Here’s a question that could be worth your consideration: are there different kinds of love? I think this is an important question to think about because the kind of love or affection we have for our kids or someone very important in our lives is hopefully very different than the love we have for chocolate, good sleep, enjoyable hobbies, beautiful sunrises, delicious steak (or your favorite vegetarian delight) along with other pleasures and delights.
When I think about our English word, “love,” it’s disappointing that this verb which is commonly used throughout our daily living is sometimes employed without some purposeful reflection. To that end, maybe it would be helpful to take some moments to think about the kinds of love.
In biblical Greek, there are about eight words for our one word, “love.” I’m not going to dive into each of these words – I’m just bringing it to your attention that there can be many kinds of love. In our modern world, we can use “love” to describe our intense feelings for something we really enjoy – hobbies, Christmas, sunsets, etc. “Love” is also frequently used in romantic contexts, particularly around Valentine’s Day. I’ve also this word to describe the immense satisfaction I experience when I do a puzzle with my son – a fun activity with a massively important person in my life.
At the same time, I think we need to consider that God has a different kind of love. I’ve been thinking about 1 John 3:1a and letting the words in this verse seep into my soul. Here are a few translations for you to ponder:
- “See how great a love the Father has bestowed on us, that we would be called children of God; . . .” (NASU)
- “See how very much our Father loves us, for he calls us his children, . . .” (NLT)
- “Behold what manner of love the Father has bestowed on us, that we should be called children of God!” (NKJV)
- “What marvelous love the Father has extended to us! Just look at it—we’re called children of God!” (The Message)
As I’ve been thinking about these words, I’m arrested by the first word, “See” or “Behold,” because it tells me to pause, pay attention and deeply reflect upon something important. When I sit with this phrase, my soul hears, “Sarah, look at the Father’s love for you.” I think that’s significant for each of us because there are a lot of things that capture or demand our attention throughout each day. Perhaps we would find tremendous support and strength if we looked at the love our heavenly Father has for us – letting it become a focal point default with our attention.
Additionally, it’s interesting to me in this verse to see how various translations navigate the Greek word, “ποταπὴν.” They all try to get the English words to reflect a relatively simple word in Greek. The above translations for this word say:
- “how great”
- “how very much”
- “what manner”
- “what marvelous”
Ultimately, this Greek word, “ποταπὴν” means the kind, quality or type of something. So, John is telling us to look with reflection and concentration at the quality or kind of love our heavenly Father has for us.

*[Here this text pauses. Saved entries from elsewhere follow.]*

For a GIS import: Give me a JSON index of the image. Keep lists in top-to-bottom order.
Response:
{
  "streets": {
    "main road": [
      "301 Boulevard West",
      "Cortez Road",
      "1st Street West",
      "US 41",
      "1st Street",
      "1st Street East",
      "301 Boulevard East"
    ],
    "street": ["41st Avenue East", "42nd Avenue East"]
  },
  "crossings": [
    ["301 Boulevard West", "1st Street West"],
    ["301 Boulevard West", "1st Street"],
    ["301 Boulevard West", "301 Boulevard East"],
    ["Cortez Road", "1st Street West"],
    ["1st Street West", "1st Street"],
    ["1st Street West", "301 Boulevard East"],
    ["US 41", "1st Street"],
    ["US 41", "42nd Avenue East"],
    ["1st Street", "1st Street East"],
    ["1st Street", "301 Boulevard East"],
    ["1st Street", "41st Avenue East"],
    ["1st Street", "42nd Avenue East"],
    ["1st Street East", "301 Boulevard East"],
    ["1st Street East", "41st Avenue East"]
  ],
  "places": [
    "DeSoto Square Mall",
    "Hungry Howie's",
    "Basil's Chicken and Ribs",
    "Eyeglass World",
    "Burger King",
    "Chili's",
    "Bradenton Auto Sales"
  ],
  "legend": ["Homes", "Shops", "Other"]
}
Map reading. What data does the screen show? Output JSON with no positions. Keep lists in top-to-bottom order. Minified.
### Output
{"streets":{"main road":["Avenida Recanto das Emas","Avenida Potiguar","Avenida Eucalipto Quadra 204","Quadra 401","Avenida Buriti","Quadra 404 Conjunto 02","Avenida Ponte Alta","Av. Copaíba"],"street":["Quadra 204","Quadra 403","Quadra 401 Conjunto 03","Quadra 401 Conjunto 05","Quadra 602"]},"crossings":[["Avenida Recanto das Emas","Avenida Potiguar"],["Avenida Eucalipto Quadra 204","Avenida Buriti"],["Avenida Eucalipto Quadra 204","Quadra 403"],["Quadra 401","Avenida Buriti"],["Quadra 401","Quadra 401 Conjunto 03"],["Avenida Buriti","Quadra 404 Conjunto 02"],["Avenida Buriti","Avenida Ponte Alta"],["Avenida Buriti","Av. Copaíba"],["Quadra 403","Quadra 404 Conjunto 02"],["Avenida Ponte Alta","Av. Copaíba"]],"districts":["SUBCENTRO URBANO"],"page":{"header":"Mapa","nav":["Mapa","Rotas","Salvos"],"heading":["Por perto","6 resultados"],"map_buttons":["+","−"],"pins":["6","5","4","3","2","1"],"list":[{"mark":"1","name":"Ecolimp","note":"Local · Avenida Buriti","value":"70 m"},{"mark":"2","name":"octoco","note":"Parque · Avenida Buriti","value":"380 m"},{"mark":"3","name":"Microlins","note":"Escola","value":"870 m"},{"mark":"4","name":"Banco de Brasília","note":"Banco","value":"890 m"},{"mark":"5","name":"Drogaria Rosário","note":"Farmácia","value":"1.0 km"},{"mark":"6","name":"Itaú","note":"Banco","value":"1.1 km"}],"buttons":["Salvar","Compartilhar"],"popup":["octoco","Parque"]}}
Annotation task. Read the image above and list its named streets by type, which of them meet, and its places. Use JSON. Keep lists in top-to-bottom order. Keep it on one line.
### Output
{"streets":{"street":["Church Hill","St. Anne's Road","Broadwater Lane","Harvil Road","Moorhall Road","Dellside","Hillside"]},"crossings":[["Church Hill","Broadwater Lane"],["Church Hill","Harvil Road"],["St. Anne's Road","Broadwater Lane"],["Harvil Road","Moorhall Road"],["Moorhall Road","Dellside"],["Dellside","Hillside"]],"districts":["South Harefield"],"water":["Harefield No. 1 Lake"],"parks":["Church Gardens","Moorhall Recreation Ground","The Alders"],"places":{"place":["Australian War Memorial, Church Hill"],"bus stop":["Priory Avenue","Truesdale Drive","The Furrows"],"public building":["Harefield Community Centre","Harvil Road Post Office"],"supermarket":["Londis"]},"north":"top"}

In the recent week, I’ve been reflecting on these words and find it helpful to think about the immensity (quantity) and intensity (quality) of my Heavenly Father’s love for me. I think this is worth your consideration as well because there is no earthly equivalent to God’s love for us – not in either quantity or quality. I think that we can go down some very dark corridors in our thoughts and emotions when we don’t look at / focus upon the quality and quantity of God’s love for us.
I pray that in this Christmas season, you would experience and fully enjoy God’s immense and intense love for you, demonstrated in Jesus’ birth and human existence!